Rick Selvala, CEO of Harvest Volatility Management, Featured in Business Insider

November 12, 2020

The CEO of a $3.5 billion investing firm recounts how he went from working in GM’s treasurer’s office to hedging for high-net-worth investors on Wall Street — and shares 2 options strategies that investors can take advantage of now

Richard Selvala is the CEO of $3.5 billion Harvest Volatility Management. Harvest Volatility Management

  • Richard Selvala is the CEO of $3.5 billion Harvest Volatility Management, which uses derivatives strategies to help investors hedge risks and enhance returns. 
  • Selvala studied mechanical engineering in college with the aim of becoming an auto executive but after a spell working at General Motors’ treasurer’s office, he became interested in hedging risks. 
  • He then moved onto Wall Street where he hedged risks for corporations, institutions, and high-net-worth investors but decided to strike out on his own just months before the peak of the 2008 financial crisis. 
  • He shares two option strategies that investors can take advantage of now given the recent market surge.

Growing up near the Motor City of Detroit, Michigan, it was natural that Richard Selvala studied mechanical engineering in college with the ambition of becoming an auto executive.

Indeed, after graduating from Harvard Business School, he got the chance to work at auto giant General Motors, but one of his rotations with GM’s NY treasurer’s office shifted his career trajectory.

“There, we did a lot of hedging of our interest rate risk, of our currency risk, and even some of our equity risk,” Selvala recalled. “So that’s really where I saw the practical uses of options and how they can help end-users like a corporation.”

Ultimately, Selvala left GM for Wall Street where he first spent eight years with UBS, advising the bank’s corporate, institutional, and high-net-worth clients regarding foreign exchange and equity derivative hedging strategies.

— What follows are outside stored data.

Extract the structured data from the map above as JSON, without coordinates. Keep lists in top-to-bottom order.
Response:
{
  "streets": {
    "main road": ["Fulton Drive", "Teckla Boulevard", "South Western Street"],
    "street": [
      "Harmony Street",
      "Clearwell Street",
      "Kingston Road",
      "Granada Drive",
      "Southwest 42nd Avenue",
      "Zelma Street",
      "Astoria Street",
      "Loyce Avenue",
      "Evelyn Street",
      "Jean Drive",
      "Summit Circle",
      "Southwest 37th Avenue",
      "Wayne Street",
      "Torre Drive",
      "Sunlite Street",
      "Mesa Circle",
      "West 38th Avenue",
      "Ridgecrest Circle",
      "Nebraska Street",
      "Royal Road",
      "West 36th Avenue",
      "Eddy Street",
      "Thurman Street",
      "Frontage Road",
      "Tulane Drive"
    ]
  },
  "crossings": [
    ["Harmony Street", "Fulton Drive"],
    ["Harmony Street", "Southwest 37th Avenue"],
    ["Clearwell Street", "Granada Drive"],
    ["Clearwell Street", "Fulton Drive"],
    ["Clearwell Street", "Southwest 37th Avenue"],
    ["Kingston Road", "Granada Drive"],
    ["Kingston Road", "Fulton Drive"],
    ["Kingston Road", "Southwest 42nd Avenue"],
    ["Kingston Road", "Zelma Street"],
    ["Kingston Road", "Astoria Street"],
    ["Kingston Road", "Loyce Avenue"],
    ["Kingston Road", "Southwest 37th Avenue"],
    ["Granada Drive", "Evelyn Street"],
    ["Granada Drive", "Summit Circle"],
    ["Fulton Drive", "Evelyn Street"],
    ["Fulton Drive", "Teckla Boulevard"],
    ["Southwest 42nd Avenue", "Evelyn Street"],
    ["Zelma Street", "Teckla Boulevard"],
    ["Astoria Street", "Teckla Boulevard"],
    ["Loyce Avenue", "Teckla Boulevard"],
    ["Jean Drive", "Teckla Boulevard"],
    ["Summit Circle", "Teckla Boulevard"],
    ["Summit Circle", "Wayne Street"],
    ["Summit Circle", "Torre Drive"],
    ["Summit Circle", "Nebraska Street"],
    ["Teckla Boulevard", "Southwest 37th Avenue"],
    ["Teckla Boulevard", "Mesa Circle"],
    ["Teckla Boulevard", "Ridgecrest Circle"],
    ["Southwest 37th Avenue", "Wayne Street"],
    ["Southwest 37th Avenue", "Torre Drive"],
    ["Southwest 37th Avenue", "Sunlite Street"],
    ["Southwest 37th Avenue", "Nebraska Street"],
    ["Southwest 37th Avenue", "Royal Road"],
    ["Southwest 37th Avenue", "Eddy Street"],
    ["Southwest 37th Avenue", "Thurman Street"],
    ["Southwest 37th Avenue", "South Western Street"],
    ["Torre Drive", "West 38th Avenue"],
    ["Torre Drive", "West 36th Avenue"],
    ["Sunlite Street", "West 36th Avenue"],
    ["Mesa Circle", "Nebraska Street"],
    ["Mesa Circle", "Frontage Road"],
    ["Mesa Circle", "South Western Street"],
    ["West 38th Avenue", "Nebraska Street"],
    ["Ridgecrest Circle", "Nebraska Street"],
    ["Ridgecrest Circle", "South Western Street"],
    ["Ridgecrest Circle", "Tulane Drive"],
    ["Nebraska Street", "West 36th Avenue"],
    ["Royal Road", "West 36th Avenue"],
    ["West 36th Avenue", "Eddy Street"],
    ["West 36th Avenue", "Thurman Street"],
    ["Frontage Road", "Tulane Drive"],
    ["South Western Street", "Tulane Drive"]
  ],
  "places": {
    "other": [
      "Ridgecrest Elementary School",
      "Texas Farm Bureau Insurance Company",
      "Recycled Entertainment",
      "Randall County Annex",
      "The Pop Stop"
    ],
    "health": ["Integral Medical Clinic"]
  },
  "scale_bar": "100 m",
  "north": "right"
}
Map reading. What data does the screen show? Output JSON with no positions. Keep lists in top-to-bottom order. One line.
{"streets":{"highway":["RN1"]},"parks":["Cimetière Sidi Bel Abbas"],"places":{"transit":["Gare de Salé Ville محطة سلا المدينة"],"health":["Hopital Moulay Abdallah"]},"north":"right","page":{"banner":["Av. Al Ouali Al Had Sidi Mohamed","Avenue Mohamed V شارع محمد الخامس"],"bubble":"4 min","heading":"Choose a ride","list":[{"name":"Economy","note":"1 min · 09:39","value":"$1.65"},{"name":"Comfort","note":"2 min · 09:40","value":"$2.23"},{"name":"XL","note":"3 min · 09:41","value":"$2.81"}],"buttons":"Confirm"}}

Then he jumped to Credit Suisse where he eventually became the co-head of its volatility management unit called Volaris.

While life at the Swiss bank was not bad, it came with the typical corporate bureaucracies.

“It was a tiny component of Credit Suisse’s overall business,” he said of Volaris. “There are just lots of different hands in the cookie jar and lots of different meetings. I just wanted to focus on doing one thing really well for our clients and not being distracted by all the other things that come with being part of a big firm.”

In April 2008, Selvala took his strategy and a Rolodex of contacts and joined co-founder Curtis Brockelman to launch Harvest Volatility Management, which oversaw $3.5 billion in assets as of July this year.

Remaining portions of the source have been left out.